Counter-doing and Substituting: Christian Books as Inspiration for Judaism and Islam in Modern Iberia

19 November 2020 | Conference | Spanish | Online
slideshow image Old books/ Unsplash

The question about the influence of Christian books as inspiration for Judaism and Islam in modern Iberia is placed into the social, cultural and religious consequences that derive from the forced conversions of Jews and Muslims that took place in the Iberian Peninsula between late from the fourteenth and early sixteenth centuries.

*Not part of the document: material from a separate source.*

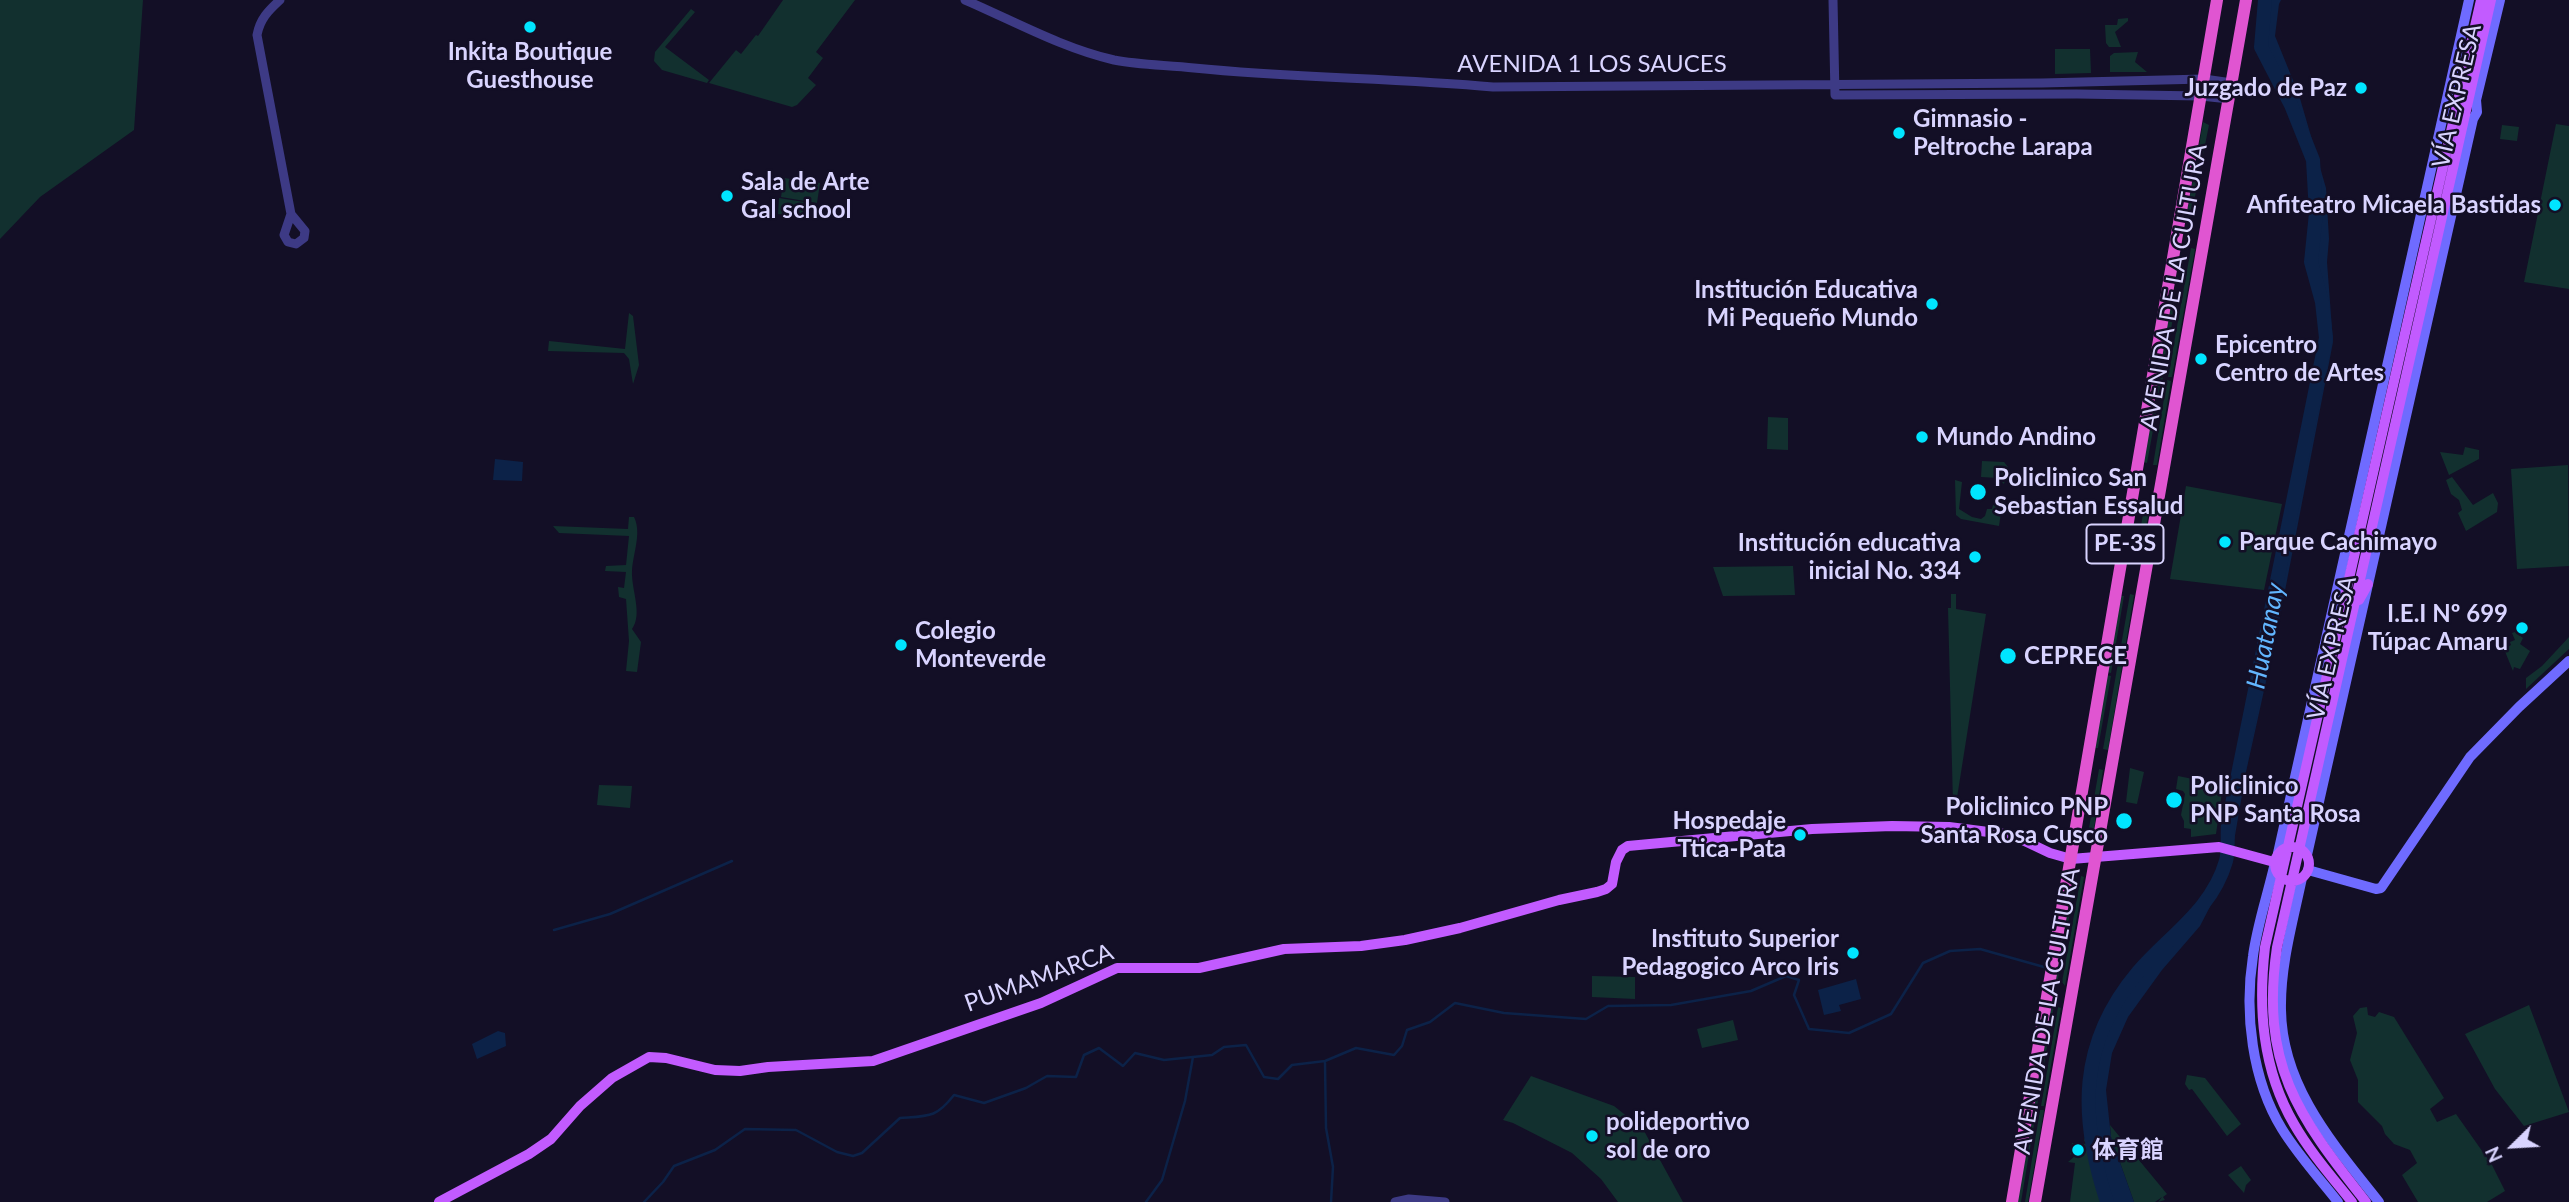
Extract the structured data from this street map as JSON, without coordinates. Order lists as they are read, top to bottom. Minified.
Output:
{"streets":{"highway":["AVENIDA DE LA CULTURA","PE-3S"],"main road":["VÍA EXPRESA","PUMAMARCA"],"street":["AVENIDA 1 LOS SAUCES"]},"crossings":[["AVENIDA 1 LOS SAUCES","AVENIDA DE LA CULTURA"],["AVENIDA DE LA CULTURA","PUMAMARCA"]],"water":["Huatanay"],"places":["Inkita Boutique Guesthouse","Juzgado de Paz","Gimnasio - Peltroche Larapa","Sala de Arte Gal school","Anfiteatro Micaela Bastidas","Institución Educativa Mi Pequeño Mundo","Epicentro Centro de Artes","Mundo Andino","Policlinico San Sebastian Essalud","Parque Cachimayo","Institución educativa inicial No. 334","I.E.I Nº 699 Túpac Amaru","Colegio Monteverde","CEPRECE","Policlinico PNP Santa Rosa","Policlinico PNP Santa Rosa Cusco","Hospedaje Ttica-Pata","Instituto Superior Pedagogico Arco Iris","polideportivo sol de oro","体育館"],"north":"bottom left"}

In those years, and after the conversions by decree and the expulsions, the official practice of Islam and Judaism was prohibited, as well as their respective languages of revelation, and their sacred texts. The systematic censorship of devotional literature deeply affected Catholic believers who were stripped of their everyday instruments of religious experience and forced to conduct their own surrogate religious readings and practices.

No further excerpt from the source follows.